Le 11 mars dernier, les employés mis en lockout de l'Aluminerie de Bécancour ont rejeté à 82 % l'offre patronale qui incluait un protocole de retour au travail. Le syndicat des Métallos, qui est affilié à la FTQ, s'était ensuite engagé à formuler une contre-proposition exhaustive dans les jours suivants.

Le syndicat y fait effectivement d'importantes concessions. Il accepte notamment de renoncer au régime de retraite à prestations déterminées - où le risque financier est assumé par l'employeur - pour un régime de retraite à financement salarial - où le risque est assumé par les travailleurs.

Le président de la section locale 9700 du syndicat des Métallos, Clément Masse, qualifie ce geste de « concession immense ».

Il importe de souligner qu'au départ du conflit de travail, le régime de retraite et le respect du critère de l'ancienneté dans les mouvements de main-d'oeuvre étaient les deux principaux points en litige.

103 postes en moins

De plus, le syndicat accepte la réduction de 103 postes par attrition, soit l'équivalent de 10 % des effectifs de 1030 travailleurs au début du conflit. Il peut s'agir de postes vacants qui ne seraient finalement pas pourvus ou de départs à la retraite, par exemple. Il n'y aurait donc pas de mises à pied.

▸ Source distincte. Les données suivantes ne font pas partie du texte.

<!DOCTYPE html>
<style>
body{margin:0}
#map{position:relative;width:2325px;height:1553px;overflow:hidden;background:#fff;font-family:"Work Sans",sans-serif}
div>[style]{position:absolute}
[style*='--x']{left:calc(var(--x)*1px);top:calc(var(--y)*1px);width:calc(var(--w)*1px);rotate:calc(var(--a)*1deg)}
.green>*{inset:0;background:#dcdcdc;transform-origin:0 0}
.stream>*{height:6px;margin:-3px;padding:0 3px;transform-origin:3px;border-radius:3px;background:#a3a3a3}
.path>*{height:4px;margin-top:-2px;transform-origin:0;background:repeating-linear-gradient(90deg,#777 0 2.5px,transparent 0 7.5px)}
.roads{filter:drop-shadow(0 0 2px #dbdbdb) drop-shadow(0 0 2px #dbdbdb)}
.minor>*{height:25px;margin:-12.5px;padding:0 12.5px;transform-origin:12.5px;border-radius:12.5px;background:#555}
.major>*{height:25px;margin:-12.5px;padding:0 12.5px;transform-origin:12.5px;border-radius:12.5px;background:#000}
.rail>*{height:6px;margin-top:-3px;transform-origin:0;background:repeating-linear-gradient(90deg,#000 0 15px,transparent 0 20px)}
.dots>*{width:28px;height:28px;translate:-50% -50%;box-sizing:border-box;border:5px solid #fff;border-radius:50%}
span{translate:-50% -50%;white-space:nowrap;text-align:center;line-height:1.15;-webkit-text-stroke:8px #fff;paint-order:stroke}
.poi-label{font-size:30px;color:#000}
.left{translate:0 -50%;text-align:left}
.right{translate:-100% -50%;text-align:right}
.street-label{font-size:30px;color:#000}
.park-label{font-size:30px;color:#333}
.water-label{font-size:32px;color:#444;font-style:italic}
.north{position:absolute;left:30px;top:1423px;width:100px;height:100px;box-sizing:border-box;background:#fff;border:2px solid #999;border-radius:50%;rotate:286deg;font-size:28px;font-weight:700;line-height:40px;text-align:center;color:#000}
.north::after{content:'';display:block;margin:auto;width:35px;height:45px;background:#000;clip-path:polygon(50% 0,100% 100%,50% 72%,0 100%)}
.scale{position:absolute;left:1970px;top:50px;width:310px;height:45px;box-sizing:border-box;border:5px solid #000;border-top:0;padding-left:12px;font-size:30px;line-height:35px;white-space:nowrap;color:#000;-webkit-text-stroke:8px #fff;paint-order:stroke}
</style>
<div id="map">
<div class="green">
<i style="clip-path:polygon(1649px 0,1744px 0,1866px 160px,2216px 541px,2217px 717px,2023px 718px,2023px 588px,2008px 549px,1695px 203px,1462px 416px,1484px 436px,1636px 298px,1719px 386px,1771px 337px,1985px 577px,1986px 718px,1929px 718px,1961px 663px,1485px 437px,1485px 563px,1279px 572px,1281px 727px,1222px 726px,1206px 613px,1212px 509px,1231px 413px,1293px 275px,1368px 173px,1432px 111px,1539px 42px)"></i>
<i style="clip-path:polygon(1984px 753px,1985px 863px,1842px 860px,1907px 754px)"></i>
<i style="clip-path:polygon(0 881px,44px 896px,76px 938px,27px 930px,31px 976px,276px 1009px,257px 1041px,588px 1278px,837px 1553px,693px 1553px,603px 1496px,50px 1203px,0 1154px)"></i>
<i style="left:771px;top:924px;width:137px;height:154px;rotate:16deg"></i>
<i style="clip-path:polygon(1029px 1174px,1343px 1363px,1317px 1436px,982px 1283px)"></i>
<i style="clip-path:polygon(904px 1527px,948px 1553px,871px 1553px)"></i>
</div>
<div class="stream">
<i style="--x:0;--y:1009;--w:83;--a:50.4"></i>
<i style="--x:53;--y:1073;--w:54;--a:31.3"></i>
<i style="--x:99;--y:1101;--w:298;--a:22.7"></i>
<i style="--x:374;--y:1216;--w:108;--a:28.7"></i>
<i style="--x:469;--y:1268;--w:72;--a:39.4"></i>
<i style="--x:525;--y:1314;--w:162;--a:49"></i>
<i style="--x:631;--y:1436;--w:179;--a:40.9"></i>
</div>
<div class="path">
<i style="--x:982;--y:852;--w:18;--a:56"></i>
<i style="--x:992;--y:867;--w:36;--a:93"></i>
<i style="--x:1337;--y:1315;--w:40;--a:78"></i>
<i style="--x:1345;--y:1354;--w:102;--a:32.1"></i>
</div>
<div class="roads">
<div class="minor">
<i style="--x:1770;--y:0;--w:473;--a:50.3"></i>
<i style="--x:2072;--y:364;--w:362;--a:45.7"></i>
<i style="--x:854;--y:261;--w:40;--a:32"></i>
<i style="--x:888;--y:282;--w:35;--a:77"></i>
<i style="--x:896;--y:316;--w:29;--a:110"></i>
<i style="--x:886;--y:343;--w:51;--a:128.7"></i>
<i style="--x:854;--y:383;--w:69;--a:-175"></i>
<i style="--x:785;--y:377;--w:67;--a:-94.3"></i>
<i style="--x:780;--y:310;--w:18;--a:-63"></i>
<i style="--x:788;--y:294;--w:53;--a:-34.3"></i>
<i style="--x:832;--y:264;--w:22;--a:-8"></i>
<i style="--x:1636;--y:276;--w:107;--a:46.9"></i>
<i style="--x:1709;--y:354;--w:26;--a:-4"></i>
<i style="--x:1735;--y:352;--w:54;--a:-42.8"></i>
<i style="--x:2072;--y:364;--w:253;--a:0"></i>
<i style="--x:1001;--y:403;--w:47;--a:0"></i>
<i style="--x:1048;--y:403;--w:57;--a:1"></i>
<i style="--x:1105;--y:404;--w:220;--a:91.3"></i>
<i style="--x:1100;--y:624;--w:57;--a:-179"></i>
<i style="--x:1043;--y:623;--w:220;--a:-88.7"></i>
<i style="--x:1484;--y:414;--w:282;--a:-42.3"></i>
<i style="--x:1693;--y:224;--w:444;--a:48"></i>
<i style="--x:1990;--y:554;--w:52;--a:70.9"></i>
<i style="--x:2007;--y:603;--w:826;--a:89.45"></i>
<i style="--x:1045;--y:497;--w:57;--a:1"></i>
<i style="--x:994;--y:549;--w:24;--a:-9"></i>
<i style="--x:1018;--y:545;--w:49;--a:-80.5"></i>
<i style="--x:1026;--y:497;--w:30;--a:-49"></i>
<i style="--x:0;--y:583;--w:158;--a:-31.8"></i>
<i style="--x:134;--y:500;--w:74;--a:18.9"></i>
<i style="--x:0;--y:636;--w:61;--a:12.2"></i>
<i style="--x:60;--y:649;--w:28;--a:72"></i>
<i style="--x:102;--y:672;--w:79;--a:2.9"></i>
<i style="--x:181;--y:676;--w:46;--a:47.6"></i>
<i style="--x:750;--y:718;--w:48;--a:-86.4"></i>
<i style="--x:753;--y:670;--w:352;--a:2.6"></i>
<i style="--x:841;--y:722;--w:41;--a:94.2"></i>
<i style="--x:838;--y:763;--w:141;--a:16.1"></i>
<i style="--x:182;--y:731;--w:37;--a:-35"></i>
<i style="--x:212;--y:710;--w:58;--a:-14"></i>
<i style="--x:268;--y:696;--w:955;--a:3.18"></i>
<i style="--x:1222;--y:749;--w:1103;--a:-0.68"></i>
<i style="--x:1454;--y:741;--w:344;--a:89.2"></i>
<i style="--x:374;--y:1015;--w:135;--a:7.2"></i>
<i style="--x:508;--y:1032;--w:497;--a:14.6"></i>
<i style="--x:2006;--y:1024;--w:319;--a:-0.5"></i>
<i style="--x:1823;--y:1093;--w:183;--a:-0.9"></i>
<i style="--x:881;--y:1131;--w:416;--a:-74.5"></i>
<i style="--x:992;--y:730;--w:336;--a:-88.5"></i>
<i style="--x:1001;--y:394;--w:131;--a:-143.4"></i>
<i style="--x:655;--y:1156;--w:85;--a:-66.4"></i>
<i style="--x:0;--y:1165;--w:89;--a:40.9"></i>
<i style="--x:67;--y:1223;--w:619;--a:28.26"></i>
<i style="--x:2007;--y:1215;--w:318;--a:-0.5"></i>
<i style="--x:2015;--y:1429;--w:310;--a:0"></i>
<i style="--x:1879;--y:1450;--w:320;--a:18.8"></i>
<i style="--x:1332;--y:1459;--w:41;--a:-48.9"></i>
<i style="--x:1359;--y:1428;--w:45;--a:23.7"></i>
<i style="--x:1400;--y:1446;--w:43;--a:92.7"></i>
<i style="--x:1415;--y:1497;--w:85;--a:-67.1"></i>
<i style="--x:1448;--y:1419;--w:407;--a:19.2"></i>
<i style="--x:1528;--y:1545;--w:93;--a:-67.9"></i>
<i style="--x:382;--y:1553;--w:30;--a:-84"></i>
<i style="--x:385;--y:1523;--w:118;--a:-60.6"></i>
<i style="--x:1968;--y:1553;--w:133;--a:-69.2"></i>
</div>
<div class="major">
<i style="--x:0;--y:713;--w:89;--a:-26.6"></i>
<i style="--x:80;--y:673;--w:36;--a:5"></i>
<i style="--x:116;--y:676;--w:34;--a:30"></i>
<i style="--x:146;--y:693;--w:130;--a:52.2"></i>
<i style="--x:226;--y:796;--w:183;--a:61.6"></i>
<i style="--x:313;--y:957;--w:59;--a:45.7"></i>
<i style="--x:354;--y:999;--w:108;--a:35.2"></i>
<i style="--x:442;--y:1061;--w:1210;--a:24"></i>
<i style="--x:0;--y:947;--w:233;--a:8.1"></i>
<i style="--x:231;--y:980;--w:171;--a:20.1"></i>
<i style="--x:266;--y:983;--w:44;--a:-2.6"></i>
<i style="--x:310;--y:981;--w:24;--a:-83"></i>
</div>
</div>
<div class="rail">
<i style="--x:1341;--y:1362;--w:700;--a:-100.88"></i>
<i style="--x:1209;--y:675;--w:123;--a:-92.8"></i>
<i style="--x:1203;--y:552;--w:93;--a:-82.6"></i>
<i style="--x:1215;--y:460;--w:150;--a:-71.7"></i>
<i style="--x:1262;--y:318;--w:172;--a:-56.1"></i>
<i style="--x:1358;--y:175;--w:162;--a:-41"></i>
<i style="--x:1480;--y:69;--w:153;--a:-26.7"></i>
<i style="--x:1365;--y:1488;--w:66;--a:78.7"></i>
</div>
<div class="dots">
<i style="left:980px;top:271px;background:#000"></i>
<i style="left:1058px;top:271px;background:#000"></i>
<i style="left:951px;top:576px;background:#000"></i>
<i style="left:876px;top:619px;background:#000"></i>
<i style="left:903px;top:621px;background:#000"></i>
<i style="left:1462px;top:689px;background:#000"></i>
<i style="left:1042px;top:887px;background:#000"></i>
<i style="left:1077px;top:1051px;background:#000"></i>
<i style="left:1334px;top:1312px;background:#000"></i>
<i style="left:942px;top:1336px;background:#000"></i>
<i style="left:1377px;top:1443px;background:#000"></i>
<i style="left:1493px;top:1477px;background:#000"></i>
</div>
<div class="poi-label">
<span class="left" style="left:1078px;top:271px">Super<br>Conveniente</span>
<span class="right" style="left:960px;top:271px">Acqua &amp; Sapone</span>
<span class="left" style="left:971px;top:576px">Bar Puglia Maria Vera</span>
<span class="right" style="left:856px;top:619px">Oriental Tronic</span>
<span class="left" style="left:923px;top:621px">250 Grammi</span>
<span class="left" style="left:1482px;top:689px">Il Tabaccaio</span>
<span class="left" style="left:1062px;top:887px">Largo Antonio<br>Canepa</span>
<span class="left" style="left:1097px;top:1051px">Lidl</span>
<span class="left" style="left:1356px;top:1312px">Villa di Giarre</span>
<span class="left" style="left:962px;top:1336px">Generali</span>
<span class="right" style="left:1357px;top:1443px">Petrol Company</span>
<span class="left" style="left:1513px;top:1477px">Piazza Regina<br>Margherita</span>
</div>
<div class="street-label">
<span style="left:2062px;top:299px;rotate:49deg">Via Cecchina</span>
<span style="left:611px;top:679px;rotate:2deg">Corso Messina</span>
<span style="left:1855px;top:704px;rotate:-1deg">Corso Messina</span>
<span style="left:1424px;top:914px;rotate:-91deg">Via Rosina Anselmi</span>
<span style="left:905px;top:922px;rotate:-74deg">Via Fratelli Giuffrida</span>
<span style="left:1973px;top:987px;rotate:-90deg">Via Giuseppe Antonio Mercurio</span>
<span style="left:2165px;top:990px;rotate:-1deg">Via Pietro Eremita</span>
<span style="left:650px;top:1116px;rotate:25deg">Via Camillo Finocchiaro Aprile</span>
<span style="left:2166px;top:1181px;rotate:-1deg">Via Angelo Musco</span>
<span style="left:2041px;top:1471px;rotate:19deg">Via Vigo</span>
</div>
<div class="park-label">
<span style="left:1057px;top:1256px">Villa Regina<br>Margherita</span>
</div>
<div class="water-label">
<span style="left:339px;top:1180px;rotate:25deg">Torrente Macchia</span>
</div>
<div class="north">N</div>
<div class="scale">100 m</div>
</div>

L'employeur insistait effectivement pour accroître la productivité dans l'usine et la compétitivité. La diminution des effectifs lui permettrait donc de réduire ses coûts.

Quant au syndicat, il fait valoir que « les nouveaux schémas d'organisation du travail permettront le respect de l'ancienneté dans les mouvements de main-d'oeuvre » - l'autre point en litige au départ.

Pour M. Masse, le tout « est une proposition responsable qui accorde de la flexibilité à l'employeur, tout en veillant au respect de l'ancienneté et des conditions de travail ».

La contre-proposition syndicale n'inclut pas de protocole de retour au travail. Le syndicat estime qu'un tel protocole doit être négocié entre les parties. La dernière proposition patronale qui avait été rejetée prévoyait un retour au travail qui s'échelonnerait sur 10 mois et à compter du 8 avril.

« Pas à genoux »

La question des salaires ne posait pas vraiment problème. Dans sa dernière offre, l'employeur proposait des augmentations de 2,55 % par année en moyenne. Le syndicat dit s'en inspirer dans sa contre-proposition.

La direction d'ABI proposait un contrat de travail d'une durée de six ans. Le syndicat offre même un contrat d'une durée de huit ans, qui commencerait à la fin de la convention collective, en novembre 2017.

L'adjoint au directeur québécois des Métallos, Dominic Lemieux, qualifie la contre-proposition du syndicat de « très lucide ». Il lance un appel non seulement à la direction d'ABI, mais aussi aux actionnaires d'Alcoa, propriétaire à 75 % d'ABI.

En rejetant l'offre patronale, le 11 mars, « nos membres ont envoyé un signal clair : ils ne rentreront pas à genoux », a prévenu M. Lemieux.

Le lockout à l'Aluminerie de Bécancour a entraîné un manque à gagner de 165 millions pour Hydro-Québec en 2018, parce que l'usine n'a pas acheté la totalité de l'électricité qu'elle s'était engagée par contrat à acheter de la société d'État. Une clause du contrat lui permet d'échapper à son obligation en cas de force majeure - « Act of God ». Un lockout est considéré comme tel dans le contrat.